━━ Input records ━━
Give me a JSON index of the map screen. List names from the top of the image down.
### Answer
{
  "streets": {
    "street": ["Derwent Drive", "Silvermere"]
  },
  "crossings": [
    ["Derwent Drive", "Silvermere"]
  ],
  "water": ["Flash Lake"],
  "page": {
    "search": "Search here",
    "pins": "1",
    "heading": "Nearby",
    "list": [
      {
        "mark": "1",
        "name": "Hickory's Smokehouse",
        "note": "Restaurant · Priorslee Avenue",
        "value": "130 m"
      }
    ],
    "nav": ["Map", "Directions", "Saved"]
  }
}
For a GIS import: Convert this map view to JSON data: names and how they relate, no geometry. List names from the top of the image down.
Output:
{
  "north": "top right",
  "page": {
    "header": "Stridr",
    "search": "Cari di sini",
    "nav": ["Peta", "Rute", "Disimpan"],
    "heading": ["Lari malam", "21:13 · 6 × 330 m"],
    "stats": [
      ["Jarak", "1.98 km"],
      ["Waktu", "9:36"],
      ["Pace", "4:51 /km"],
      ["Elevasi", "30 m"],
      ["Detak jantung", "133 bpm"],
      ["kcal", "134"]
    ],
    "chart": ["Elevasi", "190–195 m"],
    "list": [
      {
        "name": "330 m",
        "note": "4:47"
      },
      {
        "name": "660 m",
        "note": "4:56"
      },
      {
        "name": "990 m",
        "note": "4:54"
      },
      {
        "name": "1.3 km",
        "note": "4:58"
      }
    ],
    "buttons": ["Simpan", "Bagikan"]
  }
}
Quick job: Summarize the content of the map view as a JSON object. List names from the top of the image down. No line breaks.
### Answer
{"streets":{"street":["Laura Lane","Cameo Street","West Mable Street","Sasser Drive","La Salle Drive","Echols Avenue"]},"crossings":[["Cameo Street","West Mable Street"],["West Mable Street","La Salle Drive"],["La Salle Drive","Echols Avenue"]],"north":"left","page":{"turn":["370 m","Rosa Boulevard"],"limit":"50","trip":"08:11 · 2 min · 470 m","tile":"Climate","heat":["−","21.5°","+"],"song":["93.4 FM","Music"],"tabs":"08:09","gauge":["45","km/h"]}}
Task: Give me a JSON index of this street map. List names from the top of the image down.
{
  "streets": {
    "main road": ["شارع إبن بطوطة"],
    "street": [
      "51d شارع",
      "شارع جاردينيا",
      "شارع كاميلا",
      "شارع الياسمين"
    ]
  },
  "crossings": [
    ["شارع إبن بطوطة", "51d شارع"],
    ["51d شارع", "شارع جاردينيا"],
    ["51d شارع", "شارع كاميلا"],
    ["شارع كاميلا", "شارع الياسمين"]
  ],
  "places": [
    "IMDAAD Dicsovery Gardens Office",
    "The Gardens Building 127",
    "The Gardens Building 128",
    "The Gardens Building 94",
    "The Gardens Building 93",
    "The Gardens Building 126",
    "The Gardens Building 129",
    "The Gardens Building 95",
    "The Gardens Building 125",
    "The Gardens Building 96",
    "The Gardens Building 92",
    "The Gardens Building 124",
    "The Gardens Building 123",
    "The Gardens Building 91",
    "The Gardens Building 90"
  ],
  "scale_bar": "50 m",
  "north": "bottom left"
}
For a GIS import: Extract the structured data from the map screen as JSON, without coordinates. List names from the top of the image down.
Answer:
━━━
--- Your instructions ---
Isolate each line of the listing above that includes "view". Copy it.

--- Result for this task ---
For a GIS import: Convert this map view to JSON data: names and how they relate, no geometry. List names from the top of the image down.
Quick job: Summarize the content of the map view as a JSON object. List names from the top of the image down. No line breaks.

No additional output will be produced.